Inside the R300m jewellery heist at Johann Rupert’s warehouse
Today the Sunday Times takes you inside the audacious heist that netted thieves R300m in jewellery belonging to South African billionaire Johann Rupert.
The nine-hour operation is being billed the biggest jewellery theft in SA’s history.
Instead of guns, the gang used hammers, chisels and angle grinders in a break-in worthy of its own Ocean’s 11 movie script. Not a shot was fired in the operation, which made light work of the supposedly impenetrable vault meant to safeguard Rupert’s stash of top-end watches.
None of the jewellery has been recovered, no arrests have been made, and those in the jewellery industry suspect the haul has already been shipped out of SA.
Ironically, the job – which began shortly before 10.30pm on Friday last week – took place just hours after the South African Jewellery Council e-mailed a warning to its members about an increase in attacks on jewellers.
Information the Sunday Times has obtained, including photographs, shows how meticulously the raid was planned.
It started off with the 15-member syndicate arriving at Ballywoods Office Park in Bryanston, Johannesburg, in a convoy escorted by a security vehicle.
The information points to the thieves knowing exactly how long the guards would take to respond to alarms that were triggered at 10.42pm when they drilled open the locks of the front door of RLG Africa’s offices.
RLG (Richemont Luxury Goods) is part of Rupert’s Richemont business group. Through Vendome Distributors, it supplies boutique jewellery stores with items such as diamond watches by Montblanc and Cartier, two of the brands owned by Richemont.
The thieves’ target was luxury watches, necklaces and earrings recently flown into SA. The jewellery had an estimated cost value of R50m and a retail value of R300m.
The heist began when the gang, driving an 8t Isuzu truck, two bakkies and a security van fitted with lights, stopped outside the office park’s boomed entrance.
An insider close to the investigation said two members of the convoy approached the Stallion Security guards manning the boom gate, pretending to ask for directions. They overpowered the guards and made them strip before tying them up in the guard hut.

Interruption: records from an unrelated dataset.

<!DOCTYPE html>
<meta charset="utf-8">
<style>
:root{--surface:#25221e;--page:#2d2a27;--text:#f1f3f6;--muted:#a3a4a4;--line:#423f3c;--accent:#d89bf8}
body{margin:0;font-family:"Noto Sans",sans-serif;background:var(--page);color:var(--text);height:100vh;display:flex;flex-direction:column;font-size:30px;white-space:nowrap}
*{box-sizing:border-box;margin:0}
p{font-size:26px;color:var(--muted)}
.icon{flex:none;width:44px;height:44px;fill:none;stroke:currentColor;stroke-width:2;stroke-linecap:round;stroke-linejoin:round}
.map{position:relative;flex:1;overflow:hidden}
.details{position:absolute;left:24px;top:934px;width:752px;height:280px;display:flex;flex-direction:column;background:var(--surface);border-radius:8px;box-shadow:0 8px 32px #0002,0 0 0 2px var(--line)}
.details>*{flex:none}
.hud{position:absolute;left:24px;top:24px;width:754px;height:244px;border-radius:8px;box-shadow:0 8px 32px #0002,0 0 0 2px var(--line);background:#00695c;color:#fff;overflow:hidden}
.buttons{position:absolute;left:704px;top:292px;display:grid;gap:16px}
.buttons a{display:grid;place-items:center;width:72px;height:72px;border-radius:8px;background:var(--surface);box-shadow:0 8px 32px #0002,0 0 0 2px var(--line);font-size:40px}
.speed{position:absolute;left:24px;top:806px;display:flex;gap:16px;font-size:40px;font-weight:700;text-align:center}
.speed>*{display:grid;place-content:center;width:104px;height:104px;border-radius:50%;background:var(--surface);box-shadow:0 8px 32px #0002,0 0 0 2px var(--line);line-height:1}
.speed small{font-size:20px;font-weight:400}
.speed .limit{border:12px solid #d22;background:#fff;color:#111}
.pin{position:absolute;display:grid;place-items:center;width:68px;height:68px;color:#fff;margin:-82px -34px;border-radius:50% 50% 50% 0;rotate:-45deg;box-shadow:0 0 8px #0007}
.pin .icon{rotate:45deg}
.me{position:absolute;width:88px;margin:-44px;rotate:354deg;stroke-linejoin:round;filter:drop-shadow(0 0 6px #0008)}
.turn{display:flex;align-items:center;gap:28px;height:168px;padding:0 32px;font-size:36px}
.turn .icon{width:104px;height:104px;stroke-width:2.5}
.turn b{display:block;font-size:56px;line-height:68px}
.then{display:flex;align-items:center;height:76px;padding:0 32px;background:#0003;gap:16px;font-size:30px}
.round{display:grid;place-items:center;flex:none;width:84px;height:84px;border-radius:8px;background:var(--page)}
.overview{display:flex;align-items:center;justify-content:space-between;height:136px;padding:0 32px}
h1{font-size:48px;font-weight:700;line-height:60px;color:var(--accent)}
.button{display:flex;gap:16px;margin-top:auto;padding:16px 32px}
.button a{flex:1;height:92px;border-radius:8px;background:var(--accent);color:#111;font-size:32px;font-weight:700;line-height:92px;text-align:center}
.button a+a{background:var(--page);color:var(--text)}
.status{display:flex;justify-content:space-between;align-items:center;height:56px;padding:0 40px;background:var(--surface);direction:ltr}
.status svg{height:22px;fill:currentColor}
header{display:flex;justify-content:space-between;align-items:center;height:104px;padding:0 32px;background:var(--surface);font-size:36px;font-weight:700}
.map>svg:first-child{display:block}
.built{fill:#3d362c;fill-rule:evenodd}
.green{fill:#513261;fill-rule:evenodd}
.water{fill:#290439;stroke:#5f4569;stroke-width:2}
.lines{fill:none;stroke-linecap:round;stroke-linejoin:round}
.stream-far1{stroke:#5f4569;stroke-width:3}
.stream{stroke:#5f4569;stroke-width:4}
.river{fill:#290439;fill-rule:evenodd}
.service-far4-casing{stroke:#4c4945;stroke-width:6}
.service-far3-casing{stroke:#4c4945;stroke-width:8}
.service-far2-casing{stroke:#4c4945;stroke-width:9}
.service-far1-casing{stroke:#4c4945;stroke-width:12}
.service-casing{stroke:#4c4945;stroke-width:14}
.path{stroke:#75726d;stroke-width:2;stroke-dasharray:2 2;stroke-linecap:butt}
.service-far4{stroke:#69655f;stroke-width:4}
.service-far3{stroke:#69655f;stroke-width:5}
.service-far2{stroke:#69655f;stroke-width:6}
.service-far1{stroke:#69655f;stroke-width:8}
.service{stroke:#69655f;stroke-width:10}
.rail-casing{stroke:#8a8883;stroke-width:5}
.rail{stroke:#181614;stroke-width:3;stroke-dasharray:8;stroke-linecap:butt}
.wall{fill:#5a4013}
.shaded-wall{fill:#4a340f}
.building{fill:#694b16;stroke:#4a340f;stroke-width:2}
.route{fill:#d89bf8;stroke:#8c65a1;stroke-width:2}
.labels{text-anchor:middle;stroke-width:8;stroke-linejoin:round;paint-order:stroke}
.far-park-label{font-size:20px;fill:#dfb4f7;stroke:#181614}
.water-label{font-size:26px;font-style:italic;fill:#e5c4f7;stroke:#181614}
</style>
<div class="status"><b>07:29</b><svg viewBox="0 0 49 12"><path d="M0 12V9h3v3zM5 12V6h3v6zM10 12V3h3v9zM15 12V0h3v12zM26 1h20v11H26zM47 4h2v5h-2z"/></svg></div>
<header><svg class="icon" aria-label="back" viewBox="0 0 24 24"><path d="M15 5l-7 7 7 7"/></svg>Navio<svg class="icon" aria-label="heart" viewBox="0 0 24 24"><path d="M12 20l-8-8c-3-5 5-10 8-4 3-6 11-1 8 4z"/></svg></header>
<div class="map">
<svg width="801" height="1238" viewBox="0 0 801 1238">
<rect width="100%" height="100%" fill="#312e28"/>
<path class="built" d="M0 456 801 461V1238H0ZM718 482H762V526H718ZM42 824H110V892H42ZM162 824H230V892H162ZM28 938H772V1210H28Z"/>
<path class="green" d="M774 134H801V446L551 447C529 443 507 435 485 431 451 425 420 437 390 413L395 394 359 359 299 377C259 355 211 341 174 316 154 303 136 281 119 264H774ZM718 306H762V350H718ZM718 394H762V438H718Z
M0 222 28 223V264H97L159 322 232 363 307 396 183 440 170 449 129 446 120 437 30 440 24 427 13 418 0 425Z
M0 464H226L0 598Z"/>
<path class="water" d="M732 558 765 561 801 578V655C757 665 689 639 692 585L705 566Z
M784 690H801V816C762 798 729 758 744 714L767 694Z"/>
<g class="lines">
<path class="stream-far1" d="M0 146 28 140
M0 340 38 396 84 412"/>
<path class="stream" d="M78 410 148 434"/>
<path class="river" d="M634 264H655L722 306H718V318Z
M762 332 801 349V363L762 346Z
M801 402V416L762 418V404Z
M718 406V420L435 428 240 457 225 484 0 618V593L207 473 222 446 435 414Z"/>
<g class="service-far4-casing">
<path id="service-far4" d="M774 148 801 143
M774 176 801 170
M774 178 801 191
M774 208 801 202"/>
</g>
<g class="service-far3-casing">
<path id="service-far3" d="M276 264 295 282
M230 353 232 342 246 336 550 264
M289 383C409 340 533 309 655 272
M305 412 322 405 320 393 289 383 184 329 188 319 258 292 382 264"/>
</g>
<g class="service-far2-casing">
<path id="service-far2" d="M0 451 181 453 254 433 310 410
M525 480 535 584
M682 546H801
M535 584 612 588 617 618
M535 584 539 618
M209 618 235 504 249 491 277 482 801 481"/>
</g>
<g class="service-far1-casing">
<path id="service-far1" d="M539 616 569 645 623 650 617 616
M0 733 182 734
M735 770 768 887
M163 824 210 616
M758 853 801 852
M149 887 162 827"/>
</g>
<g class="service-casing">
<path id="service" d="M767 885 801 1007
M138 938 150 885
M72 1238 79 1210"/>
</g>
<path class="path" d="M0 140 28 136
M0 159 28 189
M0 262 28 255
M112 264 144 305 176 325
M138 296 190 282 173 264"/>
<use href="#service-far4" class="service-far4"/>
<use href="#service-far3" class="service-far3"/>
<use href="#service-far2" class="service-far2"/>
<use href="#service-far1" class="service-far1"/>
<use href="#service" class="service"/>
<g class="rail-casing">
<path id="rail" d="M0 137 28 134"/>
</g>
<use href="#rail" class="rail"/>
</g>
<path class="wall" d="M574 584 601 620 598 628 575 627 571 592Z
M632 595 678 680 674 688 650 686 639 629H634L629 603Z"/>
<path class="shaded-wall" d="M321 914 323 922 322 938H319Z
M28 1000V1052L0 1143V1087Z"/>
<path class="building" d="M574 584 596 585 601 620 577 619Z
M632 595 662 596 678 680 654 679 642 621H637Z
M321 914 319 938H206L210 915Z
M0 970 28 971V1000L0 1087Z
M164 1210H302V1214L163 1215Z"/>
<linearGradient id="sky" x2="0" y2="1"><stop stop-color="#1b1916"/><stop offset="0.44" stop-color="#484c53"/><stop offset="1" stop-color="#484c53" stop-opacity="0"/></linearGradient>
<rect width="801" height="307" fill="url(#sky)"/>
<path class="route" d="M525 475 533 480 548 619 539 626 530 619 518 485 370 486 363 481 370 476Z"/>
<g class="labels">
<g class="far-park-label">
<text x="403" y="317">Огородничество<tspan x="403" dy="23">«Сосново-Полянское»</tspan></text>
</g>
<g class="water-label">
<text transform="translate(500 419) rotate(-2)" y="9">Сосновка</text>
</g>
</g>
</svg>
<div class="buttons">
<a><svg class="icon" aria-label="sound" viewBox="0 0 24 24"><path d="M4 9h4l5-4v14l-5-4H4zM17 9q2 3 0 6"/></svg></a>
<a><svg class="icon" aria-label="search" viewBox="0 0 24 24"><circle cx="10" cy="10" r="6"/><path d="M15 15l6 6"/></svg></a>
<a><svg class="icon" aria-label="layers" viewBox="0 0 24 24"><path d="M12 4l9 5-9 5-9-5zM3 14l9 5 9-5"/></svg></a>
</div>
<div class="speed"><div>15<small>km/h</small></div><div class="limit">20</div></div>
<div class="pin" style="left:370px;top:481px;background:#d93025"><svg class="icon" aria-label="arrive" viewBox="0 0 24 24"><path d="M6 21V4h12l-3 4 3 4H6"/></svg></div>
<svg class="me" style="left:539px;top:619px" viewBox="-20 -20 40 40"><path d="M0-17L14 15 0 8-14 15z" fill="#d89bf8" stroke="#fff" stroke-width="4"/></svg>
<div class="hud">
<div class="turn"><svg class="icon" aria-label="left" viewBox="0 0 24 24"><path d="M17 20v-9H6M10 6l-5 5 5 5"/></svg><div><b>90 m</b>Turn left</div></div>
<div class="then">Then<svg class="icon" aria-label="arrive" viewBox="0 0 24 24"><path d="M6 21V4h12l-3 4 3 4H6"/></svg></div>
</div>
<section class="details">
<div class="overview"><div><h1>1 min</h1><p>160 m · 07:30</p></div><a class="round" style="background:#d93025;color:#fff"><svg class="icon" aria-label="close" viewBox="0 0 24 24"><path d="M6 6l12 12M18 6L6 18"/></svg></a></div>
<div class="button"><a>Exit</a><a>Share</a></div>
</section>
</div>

While some gang members, now dressed in security guard uniforms, monitored the entrance, the rest entered the building.
First, they drilled open the entrance door locks and replaced them with what security sources said were identical locks – all in under 10 minutes. The timing was crucial, so that when a Fidelity ADT security guard arrived after the alarm was triggered, there would be no sign of forced entry.
The Fidelity ADT guard was met at the office park by the thugs pretending to be Stallion Security guards. Finding the building did not appear to have been breached, and with the door apparently still locked, the ADT guard left, satisfied all was in order.

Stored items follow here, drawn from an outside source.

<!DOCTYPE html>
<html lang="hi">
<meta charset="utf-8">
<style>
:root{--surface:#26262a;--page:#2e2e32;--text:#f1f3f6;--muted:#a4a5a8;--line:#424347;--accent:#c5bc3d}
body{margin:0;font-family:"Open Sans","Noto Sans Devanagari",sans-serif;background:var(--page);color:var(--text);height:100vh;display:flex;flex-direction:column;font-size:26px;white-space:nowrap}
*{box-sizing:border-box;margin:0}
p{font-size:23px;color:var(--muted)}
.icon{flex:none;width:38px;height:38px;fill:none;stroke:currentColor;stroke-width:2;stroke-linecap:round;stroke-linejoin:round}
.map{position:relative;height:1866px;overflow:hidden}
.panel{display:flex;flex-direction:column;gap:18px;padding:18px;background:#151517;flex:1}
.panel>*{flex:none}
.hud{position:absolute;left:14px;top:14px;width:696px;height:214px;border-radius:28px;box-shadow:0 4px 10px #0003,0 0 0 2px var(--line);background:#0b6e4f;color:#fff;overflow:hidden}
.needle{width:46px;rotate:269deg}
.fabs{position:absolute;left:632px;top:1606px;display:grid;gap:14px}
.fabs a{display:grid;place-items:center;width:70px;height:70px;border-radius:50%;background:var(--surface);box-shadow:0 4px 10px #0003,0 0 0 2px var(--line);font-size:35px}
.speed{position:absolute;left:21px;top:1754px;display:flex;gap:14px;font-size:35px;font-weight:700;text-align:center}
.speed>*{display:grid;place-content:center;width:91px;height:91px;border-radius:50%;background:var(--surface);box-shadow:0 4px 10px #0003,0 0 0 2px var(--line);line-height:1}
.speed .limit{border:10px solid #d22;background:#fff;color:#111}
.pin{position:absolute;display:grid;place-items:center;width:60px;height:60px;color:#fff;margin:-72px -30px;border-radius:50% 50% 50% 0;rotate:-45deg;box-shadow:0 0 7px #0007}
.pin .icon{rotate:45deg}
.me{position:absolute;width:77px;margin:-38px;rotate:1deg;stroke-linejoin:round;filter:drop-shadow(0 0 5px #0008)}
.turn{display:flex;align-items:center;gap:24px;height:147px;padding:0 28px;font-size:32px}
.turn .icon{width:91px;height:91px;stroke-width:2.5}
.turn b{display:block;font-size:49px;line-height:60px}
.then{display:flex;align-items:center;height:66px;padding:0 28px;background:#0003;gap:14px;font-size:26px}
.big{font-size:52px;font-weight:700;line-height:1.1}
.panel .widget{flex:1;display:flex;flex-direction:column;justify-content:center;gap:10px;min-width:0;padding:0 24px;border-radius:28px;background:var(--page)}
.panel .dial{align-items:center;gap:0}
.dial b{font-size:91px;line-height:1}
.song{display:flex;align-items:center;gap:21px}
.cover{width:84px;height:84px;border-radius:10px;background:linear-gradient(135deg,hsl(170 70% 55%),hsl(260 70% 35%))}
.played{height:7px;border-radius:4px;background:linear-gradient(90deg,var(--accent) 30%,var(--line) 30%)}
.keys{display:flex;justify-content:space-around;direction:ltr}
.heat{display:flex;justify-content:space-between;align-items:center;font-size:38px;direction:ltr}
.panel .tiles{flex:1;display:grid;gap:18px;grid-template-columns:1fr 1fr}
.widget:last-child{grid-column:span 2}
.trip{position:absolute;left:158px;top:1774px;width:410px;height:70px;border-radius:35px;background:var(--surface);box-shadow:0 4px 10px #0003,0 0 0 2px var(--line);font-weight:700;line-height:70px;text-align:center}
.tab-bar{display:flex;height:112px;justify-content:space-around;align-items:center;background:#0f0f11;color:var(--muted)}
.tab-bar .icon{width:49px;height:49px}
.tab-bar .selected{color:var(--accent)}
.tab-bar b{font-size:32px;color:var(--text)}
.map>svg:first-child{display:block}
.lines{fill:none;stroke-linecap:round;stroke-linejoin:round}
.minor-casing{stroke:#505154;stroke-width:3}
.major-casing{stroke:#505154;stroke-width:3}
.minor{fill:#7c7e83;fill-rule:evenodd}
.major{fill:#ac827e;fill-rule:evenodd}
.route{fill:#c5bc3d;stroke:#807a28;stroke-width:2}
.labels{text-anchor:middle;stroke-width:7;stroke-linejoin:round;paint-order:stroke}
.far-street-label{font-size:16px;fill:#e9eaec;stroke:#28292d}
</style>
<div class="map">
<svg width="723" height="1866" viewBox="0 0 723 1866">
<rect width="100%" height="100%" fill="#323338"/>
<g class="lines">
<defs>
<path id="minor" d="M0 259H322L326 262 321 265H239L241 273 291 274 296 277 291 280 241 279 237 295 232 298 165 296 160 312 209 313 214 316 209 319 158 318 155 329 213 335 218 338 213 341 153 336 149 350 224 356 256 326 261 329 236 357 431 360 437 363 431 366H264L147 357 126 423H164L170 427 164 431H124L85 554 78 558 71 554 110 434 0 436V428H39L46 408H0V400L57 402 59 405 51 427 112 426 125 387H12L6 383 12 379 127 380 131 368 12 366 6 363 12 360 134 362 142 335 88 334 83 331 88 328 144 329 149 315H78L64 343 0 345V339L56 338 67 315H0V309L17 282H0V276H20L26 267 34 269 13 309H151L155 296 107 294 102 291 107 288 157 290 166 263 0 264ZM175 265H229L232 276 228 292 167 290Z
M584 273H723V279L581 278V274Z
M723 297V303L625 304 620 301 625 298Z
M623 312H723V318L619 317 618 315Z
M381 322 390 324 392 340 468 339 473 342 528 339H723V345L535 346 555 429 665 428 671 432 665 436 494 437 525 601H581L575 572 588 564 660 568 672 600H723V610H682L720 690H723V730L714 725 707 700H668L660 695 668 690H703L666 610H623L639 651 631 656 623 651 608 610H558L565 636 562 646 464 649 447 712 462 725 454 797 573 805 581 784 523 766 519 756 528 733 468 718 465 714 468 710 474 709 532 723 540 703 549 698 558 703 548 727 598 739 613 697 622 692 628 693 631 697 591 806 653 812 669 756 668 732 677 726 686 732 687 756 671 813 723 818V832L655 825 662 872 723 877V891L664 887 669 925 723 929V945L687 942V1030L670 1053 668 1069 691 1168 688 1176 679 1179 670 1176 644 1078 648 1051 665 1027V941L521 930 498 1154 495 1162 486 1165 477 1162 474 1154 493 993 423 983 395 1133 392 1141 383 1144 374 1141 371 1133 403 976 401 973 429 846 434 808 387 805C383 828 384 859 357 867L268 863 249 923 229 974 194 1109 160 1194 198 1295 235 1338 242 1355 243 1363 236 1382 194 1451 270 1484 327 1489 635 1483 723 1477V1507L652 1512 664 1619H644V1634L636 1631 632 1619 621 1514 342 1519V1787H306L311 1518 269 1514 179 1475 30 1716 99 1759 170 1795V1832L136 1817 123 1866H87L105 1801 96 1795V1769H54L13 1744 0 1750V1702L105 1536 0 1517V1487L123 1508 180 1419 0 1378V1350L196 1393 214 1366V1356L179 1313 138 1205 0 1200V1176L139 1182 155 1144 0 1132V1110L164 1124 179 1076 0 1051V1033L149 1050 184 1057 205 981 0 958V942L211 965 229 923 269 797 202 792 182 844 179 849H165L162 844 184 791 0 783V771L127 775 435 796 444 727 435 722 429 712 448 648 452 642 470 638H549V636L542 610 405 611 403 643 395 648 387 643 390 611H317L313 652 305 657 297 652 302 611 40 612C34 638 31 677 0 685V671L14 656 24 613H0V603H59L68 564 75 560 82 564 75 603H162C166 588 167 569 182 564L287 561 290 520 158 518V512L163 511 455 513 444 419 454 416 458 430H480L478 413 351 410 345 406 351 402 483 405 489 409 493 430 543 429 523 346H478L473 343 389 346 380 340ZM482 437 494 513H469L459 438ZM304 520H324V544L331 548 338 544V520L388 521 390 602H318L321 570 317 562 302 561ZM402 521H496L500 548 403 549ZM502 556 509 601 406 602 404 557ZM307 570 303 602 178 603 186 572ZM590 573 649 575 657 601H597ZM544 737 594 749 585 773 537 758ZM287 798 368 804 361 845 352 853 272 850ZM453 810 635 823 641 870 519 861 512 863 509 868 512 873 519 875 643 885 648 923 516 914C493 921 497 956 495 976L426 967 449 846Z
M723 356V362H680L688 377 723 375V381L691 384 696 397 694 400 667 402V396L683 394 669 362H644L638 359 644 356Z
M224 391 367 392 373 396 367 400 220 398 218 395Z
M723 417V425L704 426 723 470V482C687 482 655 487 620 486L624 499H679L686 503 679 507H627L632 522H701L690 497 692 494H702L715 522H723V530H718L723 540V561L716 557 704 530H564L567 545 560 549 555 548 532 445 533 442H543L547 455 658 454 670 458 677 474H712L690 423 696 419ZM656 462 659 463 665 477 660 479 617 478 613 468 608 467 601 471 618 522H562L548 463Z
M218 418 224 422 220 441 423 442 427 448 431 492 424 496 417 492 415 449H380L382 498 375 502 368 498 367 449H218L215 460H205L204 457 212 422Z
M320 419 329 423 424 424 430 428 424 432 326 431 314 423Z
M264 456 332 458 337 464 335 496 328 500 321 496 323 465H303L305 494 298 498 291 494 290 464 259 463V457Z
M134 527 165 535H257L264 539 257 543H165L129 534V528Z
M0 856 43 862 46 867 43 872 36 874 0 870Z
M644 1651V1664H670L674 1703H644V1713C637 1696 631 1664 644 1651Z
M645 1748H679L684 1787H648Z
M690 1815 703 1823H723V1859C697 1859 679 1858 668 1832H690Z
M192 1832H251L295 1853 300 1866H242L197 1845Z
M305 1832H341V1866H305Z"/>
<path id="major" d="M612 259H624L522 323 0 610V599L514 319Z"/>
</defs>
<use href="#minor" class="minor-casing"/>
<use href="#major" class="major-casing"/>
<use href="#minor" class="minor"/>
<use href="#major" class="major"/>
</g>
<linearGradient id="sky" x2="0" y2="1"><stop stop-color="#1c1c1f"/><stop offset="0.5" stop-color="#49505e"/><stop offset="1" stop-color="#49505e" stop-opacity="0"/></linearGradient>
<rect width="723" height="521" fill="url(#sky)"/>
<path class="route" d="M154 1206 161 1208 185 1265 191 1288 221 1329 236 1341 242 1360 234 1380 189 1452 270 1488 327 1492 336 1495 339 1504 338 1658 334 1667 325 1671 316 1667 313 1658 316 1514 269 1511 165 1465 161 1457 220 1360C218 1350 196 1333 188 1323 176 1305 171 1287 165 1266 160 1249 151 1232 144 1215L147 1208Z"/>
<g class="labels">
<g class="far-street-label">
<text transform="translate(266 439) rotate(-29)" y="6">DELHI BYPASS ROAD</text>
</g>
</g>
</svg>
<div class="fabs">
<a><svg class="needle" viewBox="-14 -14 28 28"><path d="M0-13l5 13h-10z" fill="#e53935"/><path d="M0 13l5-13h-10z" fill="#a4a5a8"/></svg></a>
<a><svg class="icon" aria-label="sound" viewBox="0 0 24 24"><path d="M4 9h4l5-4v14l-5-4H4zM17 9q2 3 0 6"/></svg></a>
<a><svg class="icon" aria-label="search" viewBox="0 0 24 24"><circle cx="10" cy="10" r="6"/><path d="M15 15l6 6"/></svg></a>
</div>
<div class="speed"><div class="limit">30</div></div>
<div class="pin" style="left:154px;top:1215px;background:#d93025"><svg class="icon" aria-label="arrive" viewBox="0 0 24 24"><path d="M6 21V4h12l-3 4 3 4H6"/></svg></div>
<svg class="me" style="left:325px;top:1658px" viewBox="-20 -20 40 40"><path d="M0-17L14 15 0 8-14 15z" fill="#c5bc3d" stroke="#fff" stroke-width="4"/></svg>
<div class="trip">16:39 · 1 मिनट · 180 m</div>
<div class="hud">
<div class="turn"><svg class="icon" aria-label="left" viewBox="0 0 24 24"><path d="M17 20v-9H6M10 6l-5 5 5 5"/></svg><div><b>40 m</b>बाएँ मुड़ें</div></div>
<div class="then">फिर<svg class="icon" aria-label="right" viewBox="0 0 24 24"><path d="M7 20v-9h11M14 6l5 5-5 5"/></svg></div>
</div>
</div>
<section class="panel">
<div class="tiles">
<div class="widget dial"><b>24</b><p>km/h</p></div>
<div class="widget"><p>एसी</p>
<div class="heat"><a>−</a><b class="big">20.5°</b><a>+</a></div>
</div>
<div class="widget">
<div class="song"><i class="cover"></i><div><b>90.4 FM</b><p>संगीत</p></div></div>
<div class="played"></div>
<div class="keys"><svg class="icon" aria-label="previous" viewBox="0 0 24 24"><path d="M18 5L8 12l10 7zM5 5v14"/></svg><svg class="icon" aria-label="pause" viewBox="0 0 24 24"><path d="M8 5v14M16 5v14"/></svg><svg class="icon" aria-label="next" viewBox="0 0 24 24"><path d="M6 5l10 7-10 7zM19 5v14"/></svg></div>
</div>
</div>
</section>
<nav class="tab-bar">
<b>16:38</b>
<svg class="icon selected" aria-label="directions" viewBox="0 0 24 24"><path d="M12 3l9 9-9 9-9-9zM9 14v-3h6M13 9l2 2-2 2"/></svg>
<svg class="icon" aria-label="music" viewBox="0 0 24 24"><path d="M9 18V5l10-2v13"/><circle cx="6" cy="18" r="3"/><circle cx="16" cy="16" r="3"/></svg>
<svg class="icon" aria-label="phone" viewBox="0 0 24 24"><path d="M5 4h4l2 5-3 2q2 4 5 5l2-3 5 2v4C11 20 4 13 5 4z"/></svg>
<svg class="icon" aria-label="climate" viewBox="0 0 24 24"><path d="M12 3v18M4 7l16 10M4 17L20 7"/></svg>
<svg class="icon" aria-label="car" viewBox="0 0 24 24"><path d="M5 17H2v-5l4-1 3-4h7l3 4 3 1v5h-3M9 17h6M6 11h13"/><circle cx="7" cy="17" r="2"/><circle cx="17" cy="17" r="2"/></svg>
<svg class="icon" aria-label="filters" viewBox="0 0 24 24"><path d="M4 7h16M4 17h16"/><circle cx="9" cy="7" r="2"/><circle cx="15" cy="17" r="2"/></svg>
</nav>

CCTV images show that once the thieves were inside the building, they made their way to the basement and the vault.
Other investigation insiders said that, instead of breaking open the vault door, which was linked to an alarm, they concentrated on the double-brick wall, using sledgehammers and angle grinders to hack into the vault, which contained shelves packed with jewellery boxes.
A security source said CCTV footage shows the gang left nine hours later, with the truck and bakkies escorted by the “security van”.
“There is no rush or speeding off. They drive out calmly. They left behind some boxes with lower-value items. What they took was the high-end and unique items, such as watches, some of which we have been told sell for over R200,000 apiece,” said another security source.
“Because these watches and diamonds can be easily traced it is clear they were stolen on specific orders and will probably be shipped offshore,” he said.
“Some of these guys rocked up with guards’ uniforms. They all wore gloves and balaclavas. They knew exactly where to go, how many security guards were at the office park and that an alarm would be triggered – and that a security guard would respond and check the premises.”
He said it seemed the thieves had insight into the Fidelity ADT guard’s response times and procedures when checking the building.
“When the ADT guard arrived, he went to the building and inspected the doors and windows. Nothing untoward was seen to show a burglary in progress.
“The guard, operating under his company’s procedures, left a note for RLG Africa stating that their alarm had been activated but nothing could be found, and then left.”